Deep Learning - ANN - Artificial Neural Network - Activation Function Tutorial
What are the Activation Functions?
In artificial neural networks or ANN, each neuron forms a weighted sum of its inputs and passes the resulting scalar value through a function referred to as an activation function or step function
The activation function decides whether a neuron should be activated or not. The purpose of the activation function is to introduce non-linearity into the output of a neuron.
If a neuron has n inputs then the output or activation of a neuron is-
a = g(w1x1 + w2x2 + w3x3 + ….+ wnxn + b)
This function g is referred to as the activation function.
If the function g is taken as the linear function g(z) = z then the neuron performs linear regression or classification. In general, g is taken to be a nonlinear function to do nonlinear regression and solve classification problems that are not linearly separable. When g is taken to be a sigmoidal or 's' shaped function varying from 0 to 1 or -1 to 1, the output value of the neuron can be interpreted as a YES/NO answer or binary decision.
Why Activation Function is important?
Without an activation function, ANN will perform like a linear regression or logistic regression. If we use the Activation function(like relu), it will introduce non-linearity into the output of the neuron.
Z1 = W1A0 + b1
A1 = g(Z1) = Z1 ( g is linear function )
A2 = g(W2A1 + b1)
= W2A1 + b2 = W2(W1A0 + b1) + b2 = W2W1A0 + W2b1 + b2 = W'A0 + b'
A2 = Y' = W'A0 + b'
Input(A0) and Output(A2) have a difference of one-degree polynomial. which means the relationship is linear.
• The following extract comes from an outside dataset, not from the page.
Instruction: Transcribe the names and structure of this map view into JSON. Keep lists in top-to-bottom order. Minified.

If g is not a linear activation function and it will be non linear activation function like sigmoid, relu, and tanh, then the output will be something complex
Ideal Activation Function-
- Activation functions should be such as sigmoid, relu, and tanh to capture non-linearity
- The activation function should be Differentiable, so we can apply gradient descent, and backpropagation on the model. (i.e relu)
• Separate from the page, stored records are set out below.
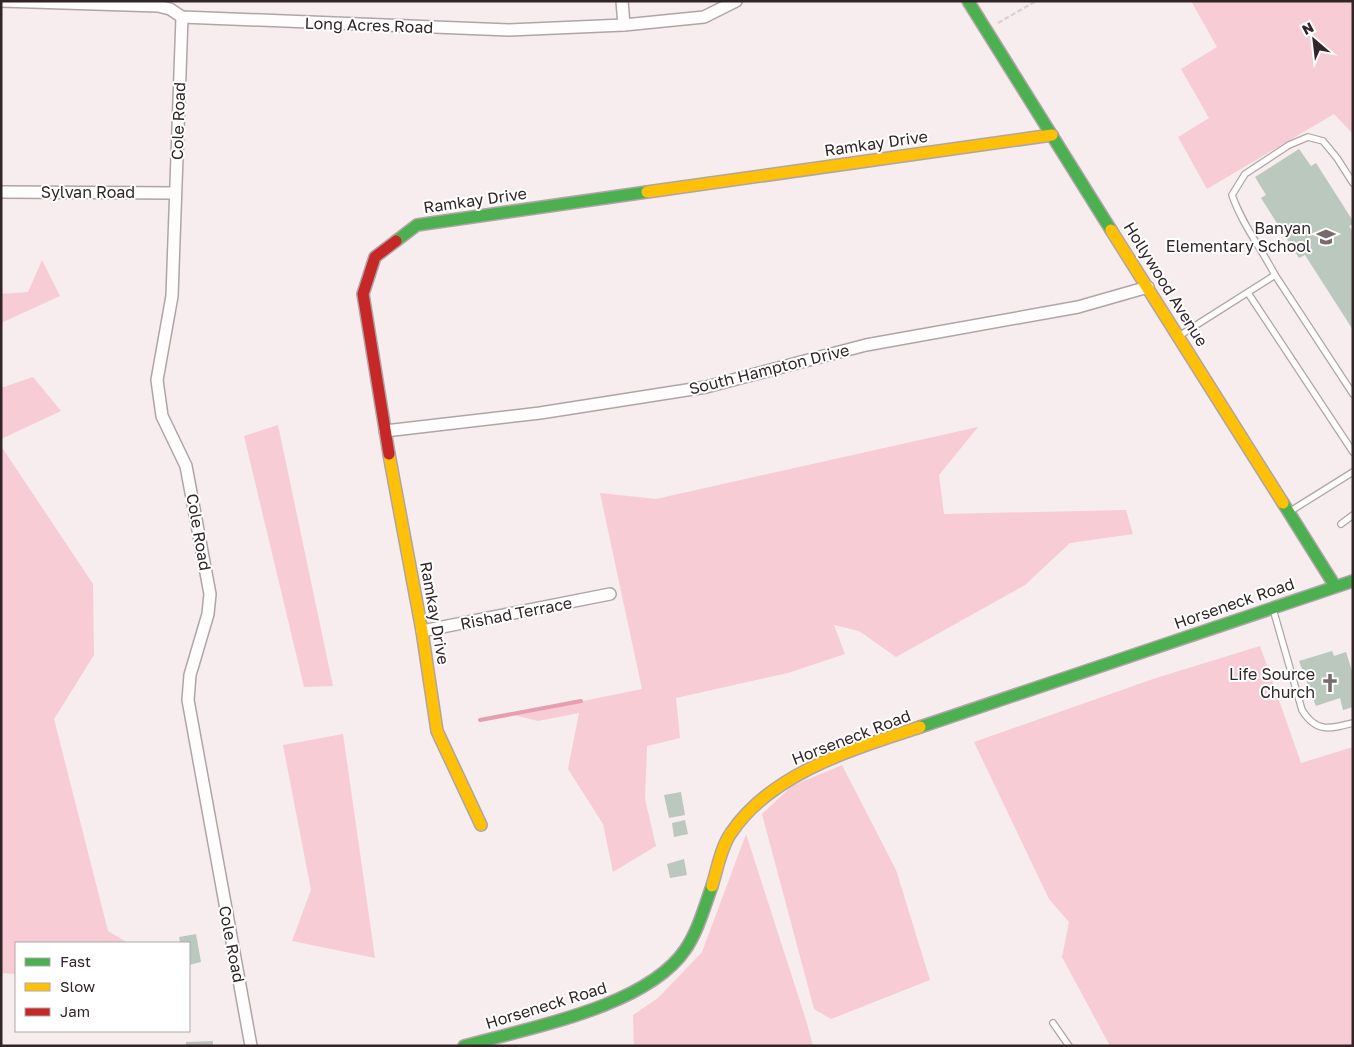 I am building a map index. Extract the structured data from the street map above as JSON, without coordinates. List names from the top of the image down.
{
  "streets": {
    "street": [
      "Long Acres Road",
      "Cole Road",
      "Ramkay Drive",
      "Sylvan Road",
      "Hollywood Avenue",
      "South Hampton Drive",
      "Horseneck Road",
      "Rishad Terrace"
    ]
  },
  "crossings": [
    ["Long Acres Road", "Cole Road"],
    ["Cole Road", "Sylvan Road"],
    ["Ramkay Drive", "Hollywood Avenue"],
    ["Ramkay Drive", "South Hampton Drive"],
    ["Ramkay Drive", "Rishad Terrace"],
    ["Hollywood Avenue", "South Hampton Drive"],
    ["Hollywood Avenue", "Horseneck Road"]
  ],
  "places": {
    "school or university": ["Banyan Elementary School"],
    "church": ["Life Source Church"]
  },
  "legend": ["Fast", "Slow", "Jam"],
  "north": "top left"
} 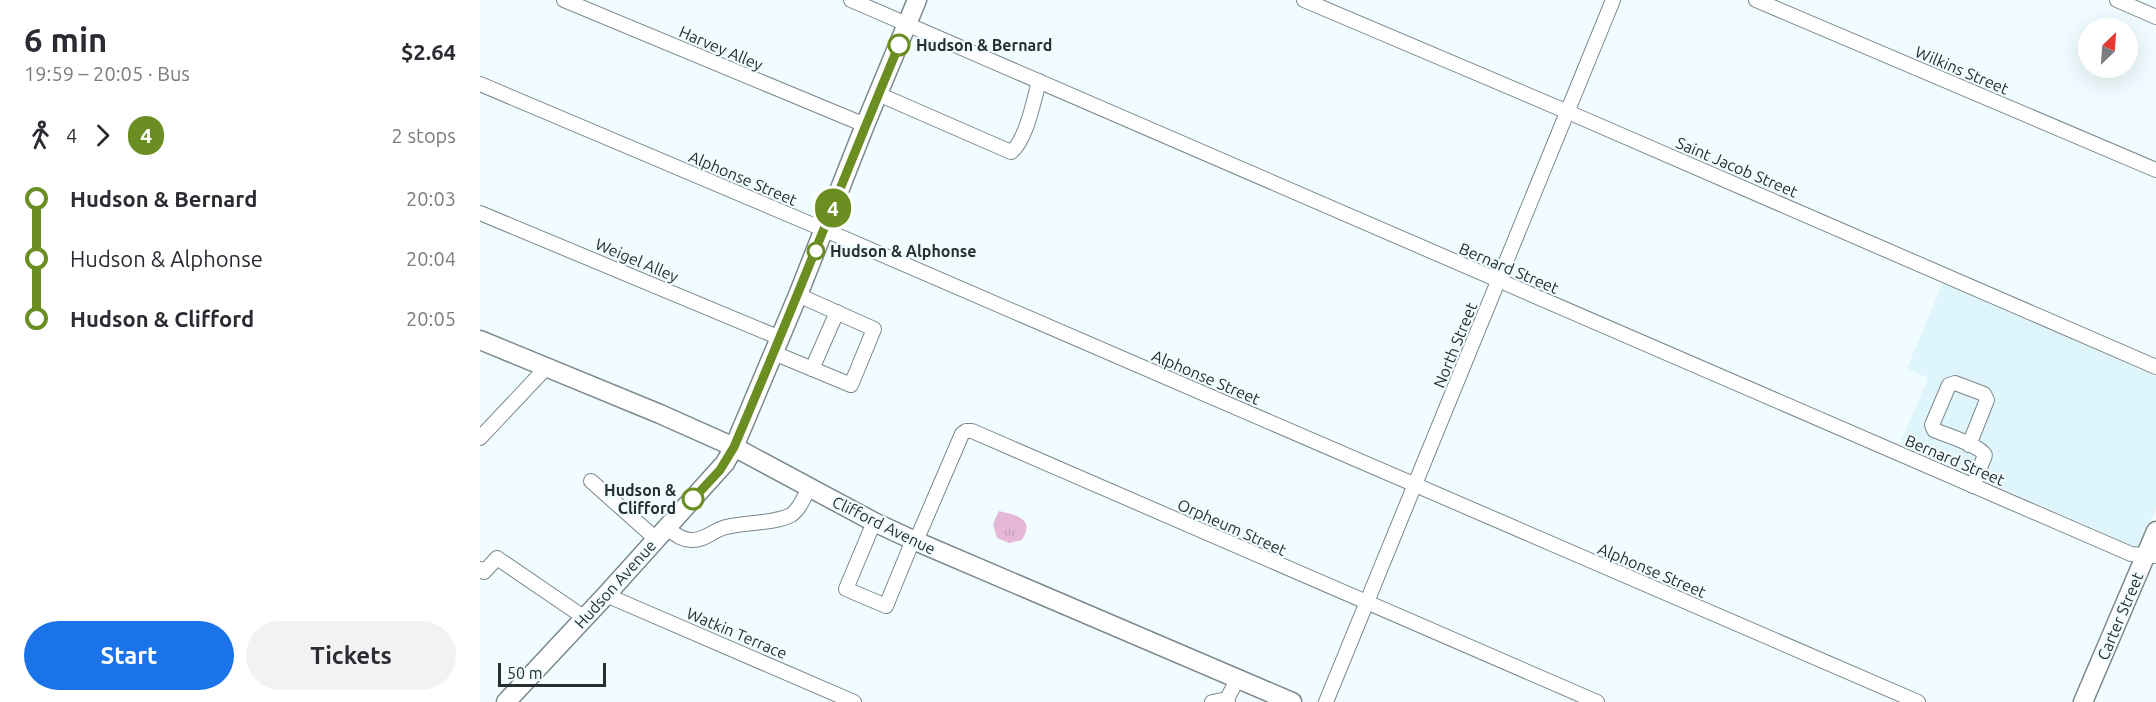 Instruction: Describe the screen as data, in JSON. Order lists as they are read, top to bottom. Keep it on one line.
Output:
{"streets":{"main road":["Clifford Avenue","Hudson Avenue","Carter Street"],"street":["Harvey Alley","Wilkins Street","Saint Jacob Street","Alphonse Street","Weigel Alley","Bernard Street","North Street","Orpheum Street","Watkin Terrace"]},"crossings":[["Harvey Alley","Hudson Avenue"],["Saint Jacob Street","North Street"],["Alphonse Street","North Street"],["Alphonse Street","Hudson Avenue"],["Weigel Alley","Hudson Avenue"],["Bernard Street","North Street"],["Bernard Street","Hudson Avenue"],["Bernard Street","Carter Street"],["North Street","Orpheum Street"],["Clifford Avenue","Orpheum Street"],["Clifford Avenue","Hudson Avenue"],["Hudson Avenue","Watkin Terrace"]],"places":["Hudson & Bernard","Hudson & Alphonse","Hudson & Clifford"],"lines":["bus line 4"],"scale_bar":"50 m","north":"top right","page":{"heading":["6 min","19:59 – 20:05 · Bus","$2.64"],"on_map":"4","legs":["4","4","2 stops"],"list":[{"name":"Hudson & Bernard","value":"20:03"},{"name":"Hudson & Alphonse","value":"20:04"},{"name":"Hudson & Clifford","value":"20:05"}],"buttons":["Start","Tickets"],"scale":"50 m"}}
- It should be computationally inexpensive i.e. simple, easy, and fast.
- Zero Centered – It should be normalized, so that it can converge fast. (i.e. tanh).
- Non-Saturating – the function which doesn’t get squeezed into a specific range i.e. relu range from max(0,x), sigmoid is a saturating function.
The function that gets squeezed into a specific range is saturating. For example - sigmoid range from 0 to 1, tanh range from -1 to 1. Saturating gradient descent will cause a vanishing gradient descent problem.
Type Of Activation Function-
Sigmoid Activation Function-
Formula-
\(f(x) = \frac{1}{1 +e^{-z}}\)
Advantages-
1] Its Output range from 0 and 1, will be treated as probability and used in an output layer. It is mostly used in binary classification problems (e.g probability greater than 0.5 is YES, less than is NO)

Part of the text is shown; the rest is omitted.